Menyiasati Waktu
26 Oktober 2010 3 Komentar
Sehari semalam kita diberi waktu sebanyak 24 jam. Namun tak jarang dari 24 jam yang telah ditetapkan Tuhan, sering kita tidak dapat memanfaatkan waktu tersebut dan di lain pihak dengan waktu yang jumlahnya sama tersebut, bisa mengurus perusahaan, bahkan rakyat. Hal itu menandakan bahwa waktu merupakan sebuah anugerah yang diberikan-Nya agar kita bisa kreatif mempergunakannya.
Agar waktu kita tidak terbuang percuma:
Atur jadwal kamu dengan agenda
Walaupun otak manusia memiliki kapasitas lebih dari komputer, tapi berhubung memori
kita yang sering tidak diasah, terutama bagi yang pelupa ada baiknya kita mengatur jadwal kegiatan kita dengan mempergunakan agenda secara detail, sehingga dapat melatih kita untuk disiplin.
Mencatat setiap janji yang kamu buat
Selain mencatat jadwal kegiatan keseharian yang detail, ada baiknya setiap janji yang kita buat juga dicatat di dalam agenda, sehingga bisa kita kolaborasikan dengan jadwal keseharian yang telah kita buat.

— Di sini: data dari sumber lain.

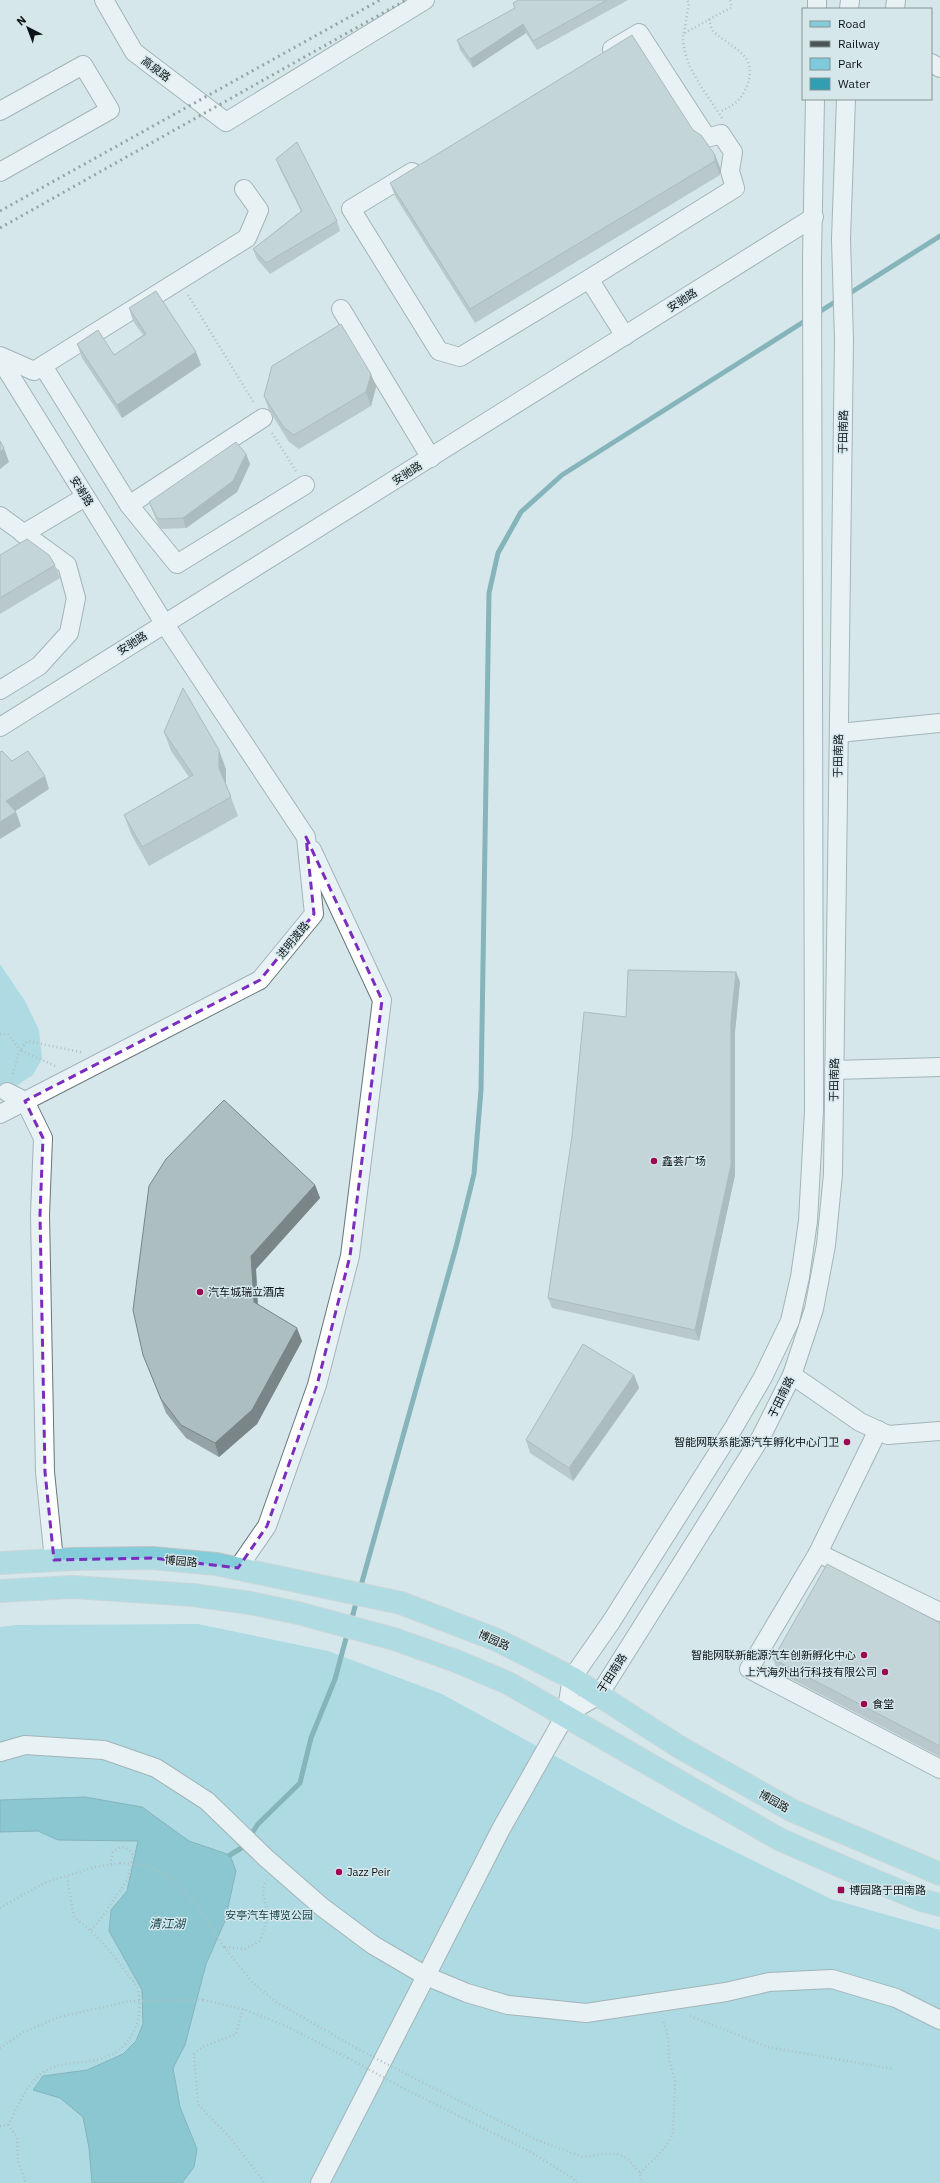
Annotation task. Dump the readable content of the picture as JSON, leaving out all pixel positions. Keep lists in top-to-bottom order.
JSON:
{
  "streets": {
    "main road": ["博园路"],
    "street": [
      "高泉路",
      "安驰路",
      "于田南路",
      "安谢路",
      "进明渡路"
    ]
  },
  "crossings": [
    ["安驰路", "于田南路"],
    ["安驰路", "安谢路"],
    ["安驰路", "进明渡路"],
    ["于田南路", "博园路"],
    ["安谢路", "进明渡路"]
  ],
  "water": ["清江湖"],
  "parks": ["安亭汽车博览公园"],
  "places": {
    "other": [
      "鑫荟广场",
      "汽车城瑞立酒店",
      "智能网联系能源汽车孵化中心门卫",
      "智能网联新能源汽车创新孵化中心",
      "上汽海外出行科技有限公司",
      "食堂",
      "Jazz Peir"
    ],
    "transit": ["博园路于田南路"]
  },
  "legend": [
    "Road",
    "Railway",
    "Park",
    "Water"
  ],
  "north": "top left"
}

Buka dan periksa agenda setiap pagi atau malam hari
Agar setiap janji dan hal penting yang akan kita lakukan selesai sesuai dengan terget yang telah kita tetapkan, maka sudah seharusnya kita memeriksa agenda tempat kita menyusun rencana tersebut. Hal ini dapat membantu kita untuk mempersiapkan segala sesuatu yang dibutuhkan untuk mengerjakannya.
Jangan menunda-nunda pekerjaan
Setelah membuat jadwal dan mencatat di agenda, maka langkah selanjutnya ialah melaksanakan jadwal tersebut. Dengan tidak menunda setiap kegiatan yang telah kita jadwalkan sebelumnya, maka hal itu dapat mempelancar kita dalam melaksanakan kegiatan berikutnya. Selain itu, kita juga akan mendapatkan hasil yang optimal dalam setiap kegiatan yang kita lakukan tersebut.
Kerjakan apa yang perlu dikerjakan berdasarkan prioritas
Jangan lupa membuat skala prioritas untuk setiap kegiatan yang akan kamu kerjakan. Karena adakalanya tugas atau kegiatan yang pertama kita terima tapi pengumpulannya lebih lama maka tugas tersebut bisa kita “peti-kemaskan” terlebih dahulu, dan utamakanlah tugas kegiatan atau tugas yang memang mendesak.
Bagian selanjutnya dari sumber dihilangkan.